Since the server was hosted on AWS and didn’t have any domains assigned to it, it was impossible for our researchers to track down the owner even with the help of VirusTotal, Centralops Domain dossier, nmap, and dig, among other useful open-source-intelligence (OSINT) tools.

Cybernews informed both DJI and AWS about the leaky database for them to fix the issue as soon as possible to reduce the risk of threat actors accessing the dataset. AWS said it had passed our “security concern on to the specific customer for their awareness and potential mitigation.”

Troubling data

Needless to say, the surveillance of drones is upsetting enough for people who simply take theirs out for a spin or to capture aerial footage.
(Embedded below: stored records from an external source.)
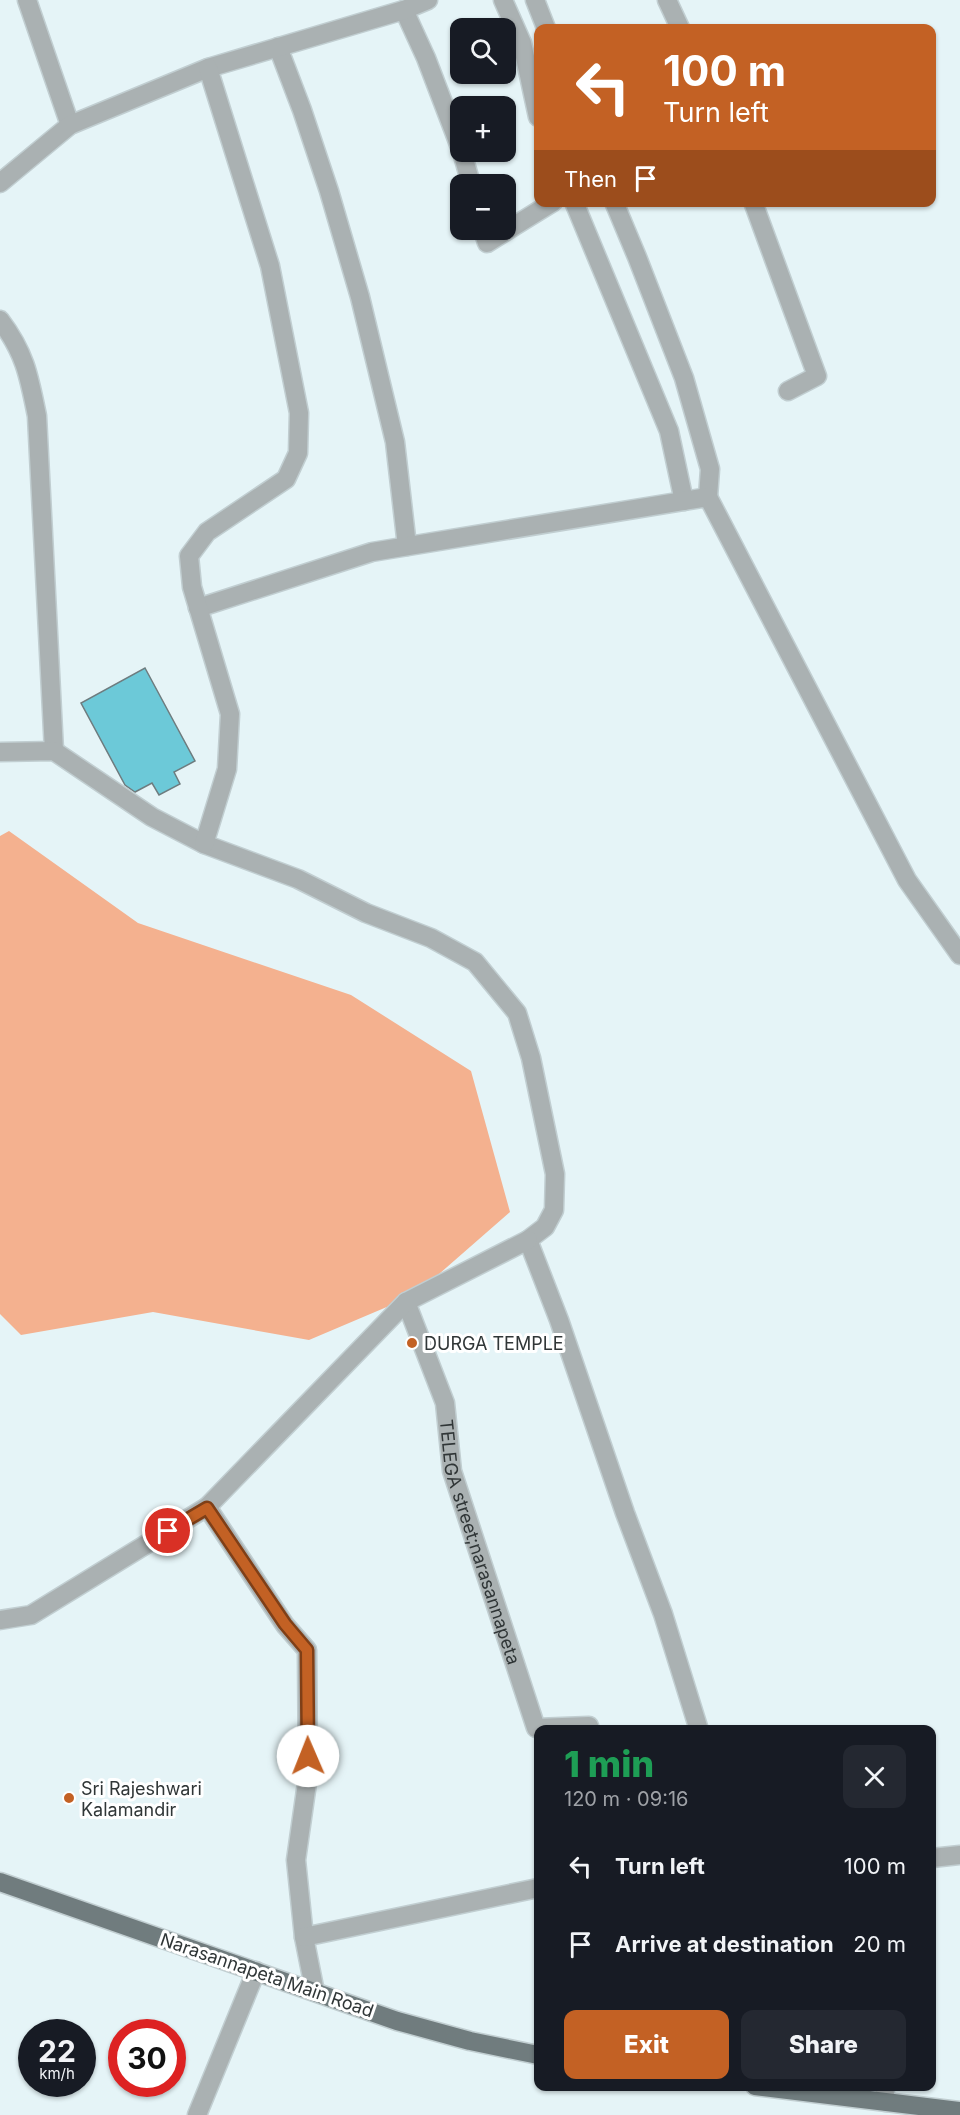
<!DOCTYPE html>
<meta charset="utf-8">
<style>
body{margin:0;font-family:Inter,sans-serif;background:#242831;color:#f1f3f6;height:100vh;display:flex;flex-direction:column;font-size:22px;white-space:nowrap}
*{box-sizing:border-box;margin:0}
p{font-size:20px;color:#9ea1a6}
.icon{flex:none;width:33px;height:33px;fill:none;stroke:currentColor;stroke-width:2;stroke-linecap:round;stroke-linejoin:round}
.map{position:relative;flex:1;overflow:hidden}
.panel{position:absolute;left:534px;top:1725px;width:402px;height:366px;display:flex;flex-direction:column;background:#171b24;border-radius:12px;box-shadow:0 2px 4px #0004}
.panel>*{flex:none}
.top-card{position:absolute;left:534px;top:24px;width:402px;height:183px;border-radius:12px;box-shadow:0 2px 4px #0004;background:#c36124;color:#fff;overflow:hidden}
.buttons{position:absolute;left:450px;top:18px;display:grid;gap:12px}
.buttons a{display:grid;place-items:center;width:66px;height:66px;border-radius:12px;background:#171b24;box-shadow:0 2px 4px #0004;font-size:30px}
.speed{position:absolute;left:18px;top:2019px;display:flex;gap:12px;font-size:30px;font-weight:700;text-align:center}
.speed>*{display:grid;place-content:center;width:78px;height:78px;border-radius:50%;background:#171b24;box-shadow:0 2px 4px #0004;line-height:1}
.speed small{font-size:15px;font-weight:400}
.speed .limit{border:9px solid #d22;background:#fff;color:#111}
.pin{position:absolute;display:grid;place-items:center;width:51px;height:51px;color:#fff;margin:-26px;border:3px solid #fff;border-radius:50%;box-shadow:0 2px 6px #0007}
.me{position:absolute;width:66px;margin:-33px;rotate:359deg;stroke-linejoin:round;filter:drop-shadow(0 0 4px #0008)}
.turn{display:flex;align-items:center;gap:21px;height:126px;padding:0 30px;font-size:27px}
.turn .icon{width:78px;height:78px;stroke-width:2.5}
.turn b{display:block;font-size:42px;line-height:51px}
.then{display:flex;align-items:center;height:57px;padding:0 30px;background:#0003;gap:12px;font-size:22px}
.round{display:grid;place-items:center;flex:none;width:63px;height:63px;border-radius:12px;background:#242831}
.headline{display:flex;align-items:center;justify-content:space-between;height:102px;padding:0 30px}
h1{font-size:36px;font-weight:800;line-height:45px;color:#1e9e55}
.button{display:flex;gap:12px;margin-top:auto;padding:12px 30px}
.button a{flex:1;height:69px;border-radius:12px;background:#c36124;color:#fff;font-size:24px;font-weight:800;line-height:69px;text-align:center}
.button a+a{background:#242831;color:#f1f3f6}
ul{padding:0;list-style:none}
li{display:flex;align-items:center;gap:18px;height:78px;padding:0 30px}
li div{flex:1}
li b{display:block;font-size:22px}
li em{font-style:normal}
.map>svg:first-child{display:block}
.water{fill:#f4b18f}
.building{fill:#6cc9d8;stroke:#6e7c7f;stroke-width:1.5}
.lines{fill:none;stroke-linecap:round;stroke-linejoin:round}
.minor-casing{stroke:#c1ced1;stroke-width:21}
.major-casing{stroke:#c1ced1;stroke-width:21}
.minor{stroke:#aab1b2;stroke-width:18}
.major{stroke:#707c7e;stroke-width:18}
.route-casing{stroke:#7f3f17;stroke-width:15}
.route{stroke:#c36124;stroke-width:10}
.poi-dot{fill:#c36124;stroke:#fff;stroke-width:2}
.labels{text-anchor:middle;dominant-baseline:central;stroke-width:6;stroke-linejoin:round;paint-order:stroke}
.poi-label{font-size:18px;fill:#303637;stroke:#fff;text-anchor:start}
.street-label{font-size:18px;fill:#303637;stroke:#fff}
</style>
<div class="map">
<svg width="960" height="2115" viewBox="0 0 960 2115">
<rect width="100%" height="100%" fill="#e5f4f7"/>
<path class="water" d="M 9,831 L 138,923 L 351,995 L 471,1071 L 510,1212 L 415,1295 L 309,1340 L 153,1312 L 21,1335 L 0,1314 L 0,836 Z"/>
<path class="building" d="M 145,668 L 195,761 L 174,772 L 180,784 L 159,795 L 152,783 L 135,792 L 125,785 L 81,703 Z"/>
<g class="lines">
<defs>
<g id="minor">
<path d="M 27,0 L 70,125"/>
<path d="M 503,0 L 522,43 L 538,117"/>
<path d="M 535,0 L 546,28"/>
<path d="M 667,0 L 680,28"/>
<path d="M 404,10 L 426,58 L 460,147"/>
<path d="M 278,47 L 302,110 L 329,191 L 360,297 L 395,442 L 407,546"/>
<path d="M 462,152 L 471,184"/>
<path d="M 0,183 L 70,125 L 208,68 L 404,10 L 428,0"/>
<path d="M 574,202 L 669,431 L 684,501"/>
<path d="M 614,202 L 637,257 L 684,378 L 710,469 L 708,497"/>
<path d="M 753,202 L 817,376 L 788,391"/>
<path d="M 483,230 L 487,243 L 553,202"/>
<path d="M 0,320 C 25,353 29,376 37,416 L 54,751"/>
<path d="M 198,608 L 372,552 L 708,497 L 907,880 L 960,955"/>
<path d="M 0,752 L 54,751 L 152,817 L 204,844 L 298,879 L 366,913 L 431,938 L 475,962 L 517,1013 L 531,1058 L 555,1174 L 554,1210 L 545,1227 L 528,1240 L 559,1320 L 625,1513 L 663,1614 L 699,1730"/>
<path d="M 204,844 L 227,769 L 230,714 L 192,587 L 189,556 L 207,532 L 286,479 L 298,453 L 299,413 L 270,266 L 208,68"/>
<path id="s1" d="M 406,1302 L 445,1403 L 452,1471 L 536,1728 L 589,1726 L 590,1730"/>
<path d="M 207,1507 L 406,1302 L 528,1240"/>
<path d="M 0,1620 L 31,1615 L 207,1507 L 285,1625 L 307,1650 L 308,1776 L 296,1860 L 304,1937 L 315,1992"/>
<path d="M 932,1858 L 960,1855"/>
<path d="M 304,1937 L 538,1888"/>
<path d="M 884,2086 L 886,2102"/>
<path d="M 197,2115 L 256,1971"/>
</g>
<g id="major">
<path d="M 0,1882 L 397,2021 L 470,2041 L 538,2055"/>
<path d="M 755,2086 L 960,2111"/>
</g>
</defs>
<use href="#minor" class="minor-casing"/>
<use href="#major" class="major-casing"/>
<use href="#minor" class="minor"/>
<use href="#major" class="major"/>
</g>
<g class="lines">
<defs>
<path id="route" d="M 168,1531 L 207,1508 L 285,1624 L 307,1650 L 308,1756"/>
</defs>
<use href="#route" class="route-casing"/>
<use href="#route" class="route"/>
</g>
<g class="poi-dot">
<circle cx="412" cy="1343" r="6"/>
<circle cx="69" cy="1798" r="6"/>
</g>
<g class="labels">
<g class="poi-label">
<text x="424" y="1343">DURGA TEMPLE</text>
<text x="81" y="1788">Sri Rajeshwari<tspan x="81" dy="21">Kalamandir</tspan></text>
</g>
<g class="street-label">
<text stroke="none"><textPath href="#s1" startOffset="252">TELEGA street;narasannapeta</textPath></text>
<text transform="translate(267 1975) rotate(19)">Narasannapeta Main Road</text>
</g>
</g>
</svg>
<div class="buttons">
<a><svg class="icon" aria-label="search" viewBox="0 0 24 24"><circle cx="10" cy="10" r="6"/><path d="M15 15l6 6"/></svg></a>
<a>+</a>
<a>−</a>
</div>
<div class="speed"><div>22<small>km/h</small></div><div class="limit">30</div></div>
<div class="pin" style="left:168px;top:1531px;background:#d93025"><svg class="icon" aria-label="arrive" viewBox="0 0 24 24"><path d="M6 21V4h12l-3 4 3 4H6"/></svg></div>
<svg class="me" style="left:308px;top:1756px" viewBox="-20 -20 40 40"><circle r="19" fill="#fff"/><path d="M0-13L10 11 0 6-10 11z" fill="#c36124"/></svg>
<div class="top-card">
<div class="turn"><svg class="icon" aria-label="left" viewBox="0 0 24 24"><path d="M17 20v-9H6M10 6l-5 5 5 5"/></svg><div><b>100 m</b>Turn left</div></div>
<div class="then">Then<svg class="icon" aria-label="arrive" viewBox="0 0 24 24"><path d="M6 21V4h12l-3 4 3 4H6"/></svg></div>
</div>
<section class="panel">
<div class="headline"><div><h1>1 min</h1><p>120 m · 09:16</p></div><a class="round"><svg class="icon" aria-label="close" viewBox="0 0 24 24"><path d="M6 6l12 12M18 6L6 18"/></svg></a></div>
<ul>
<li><svg class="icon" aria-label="left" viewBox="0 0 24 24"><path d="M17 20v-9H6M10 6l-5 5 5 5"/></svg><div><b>Turn left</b></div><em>100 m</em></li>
<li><svg class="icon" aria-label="arrive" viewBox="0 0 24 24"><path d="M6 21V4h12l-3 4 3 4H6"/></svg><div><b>Arrive at destination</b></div><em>20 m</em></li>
</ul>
<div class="button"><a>Exit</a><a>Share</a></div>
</section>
</div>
Given the security concerns, tracking of drones is inevitable: however, it’s reasonable to expect that surveillance data is kept in protected databases.

Aras Nazarovas, a Cybernews researcher, said this information is upsetting to hobbyists since it can essentially show the routes they take with your drone.

“For people who launch drones in their backyards, there is an added danger of revealing their address, and the fact that they are rich enough to have a DJI drone – prices range from $300 to $13,700, and you can see which drone they have,” Nazarovas said.